In 1901, Buffet de la Gare de Lyon first opened its’ doors amid sumptuous art nouveau décor. Ornate carvings, moldings, gilding, and imposing chandeliers highlighted frescoes and murals of cities and scenery viewed from PLM trains as they headed south and east. The restaurant offered tranquility, character, and a place for travelers to spend a refined break. In Fisher’s words, it was “all that was opulently cheerful, generously vulgar and delightful about la Belle Époque.”

In 1963, the restaurant was renamed Le Train Bleu in reference to the French Riviera destinations.
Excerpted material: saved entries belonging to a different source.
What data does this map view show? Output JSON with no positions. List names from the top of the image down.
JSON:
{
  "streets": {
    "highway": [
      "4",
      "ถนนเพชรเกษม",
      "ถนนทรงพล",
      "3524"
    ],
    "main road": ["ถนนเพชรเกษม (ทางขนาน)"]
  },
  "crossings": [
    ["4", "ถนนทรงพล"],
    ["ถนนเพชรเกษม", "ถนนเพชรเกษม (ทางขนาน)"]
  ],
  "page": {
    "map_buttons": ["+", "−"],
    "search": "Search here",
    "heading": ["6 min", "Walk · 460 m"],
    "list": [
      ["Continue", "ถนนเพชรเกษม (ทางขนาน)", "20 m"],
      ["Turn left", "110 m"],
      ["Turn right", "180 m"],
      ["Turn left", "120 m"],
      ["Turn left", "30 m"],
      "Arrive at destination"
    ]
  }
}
Fisher’s early arrival gave her the luxury of time for a leisurely breakfast or lunch. In the 1960s, she believed that the fresh bread served in Le Train Bleu was the best she had tasted since before WWII. For petit déjeuner she always had “bread and butter, Parma ham, and a half-bottle of brut champagne…”, which she thought a bit expensive, but enjoyed all the same.
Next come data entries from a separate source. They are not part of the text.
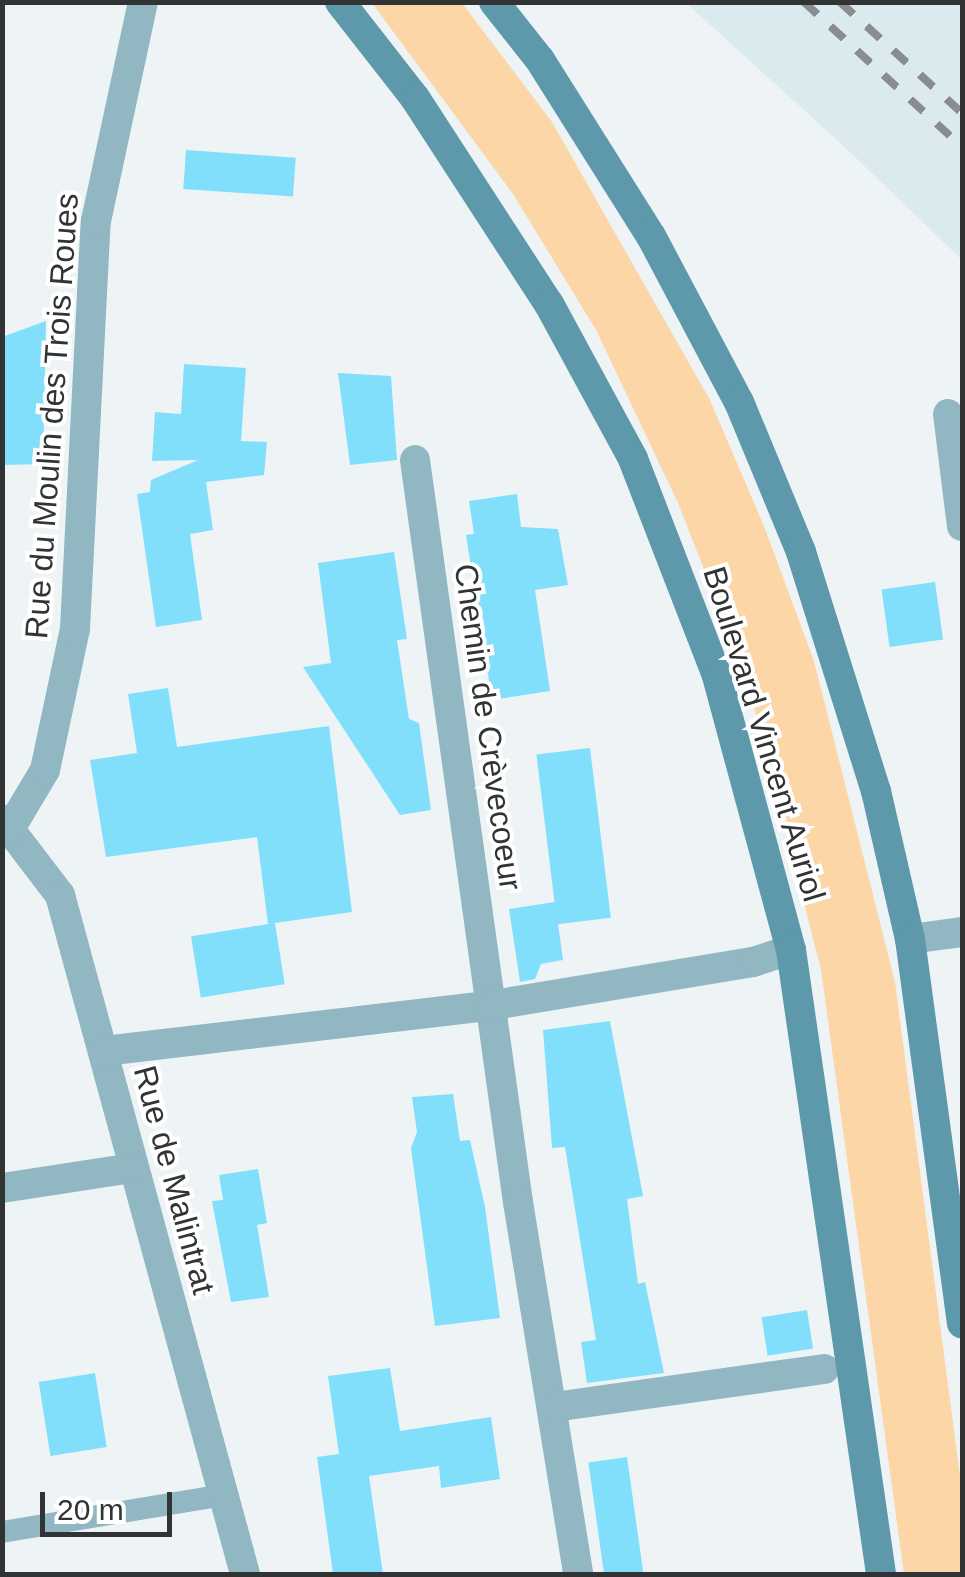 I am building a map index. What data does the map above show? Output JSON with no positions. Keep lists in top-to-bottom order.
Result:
{
  "streets": {
    "main road": ["Boulevard Vincent Auriol"],
    "street": ["Rue du Moulin des Trois Roues", "Chemin de Crèvecoeur", "Rue de Malintrat"]
  },
  "crossings": [
    ["Rue du Moulin des Trois Roues", "Rue de Malintrat"]
  ],
  "scale_bar": "20 m"
}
If lunchtime, she started off with a Kir and wine cocktail, followed by some kind of soufflé and fresh berries for dessert. Oh–and a half bottle of white wine–Grand-Cru Chablis. She liked her grown up drinks, having adapted easily to the French way.

Interestingly, Fisher played a role in the longevity and preservation of Le Train Bleu. By the early 1970s, the paintings were filthy with soot and pollution, gold leaf was flaking from the ceiling, the lace curtains hung in tatters and, underfoot, the flooring creaked and sagged. She was told by a group of worried waiters that the restaurant’s survival seemed doomed. She relayed all this to an American friend, Janet Flanner, who was also her neighbor. Flanner, a longtime journalist and Paris correspondent for the New Yorker magazine, went directly to the French Minister of Culture at the time. Le Train Bleu was designated an historic monument in 1972.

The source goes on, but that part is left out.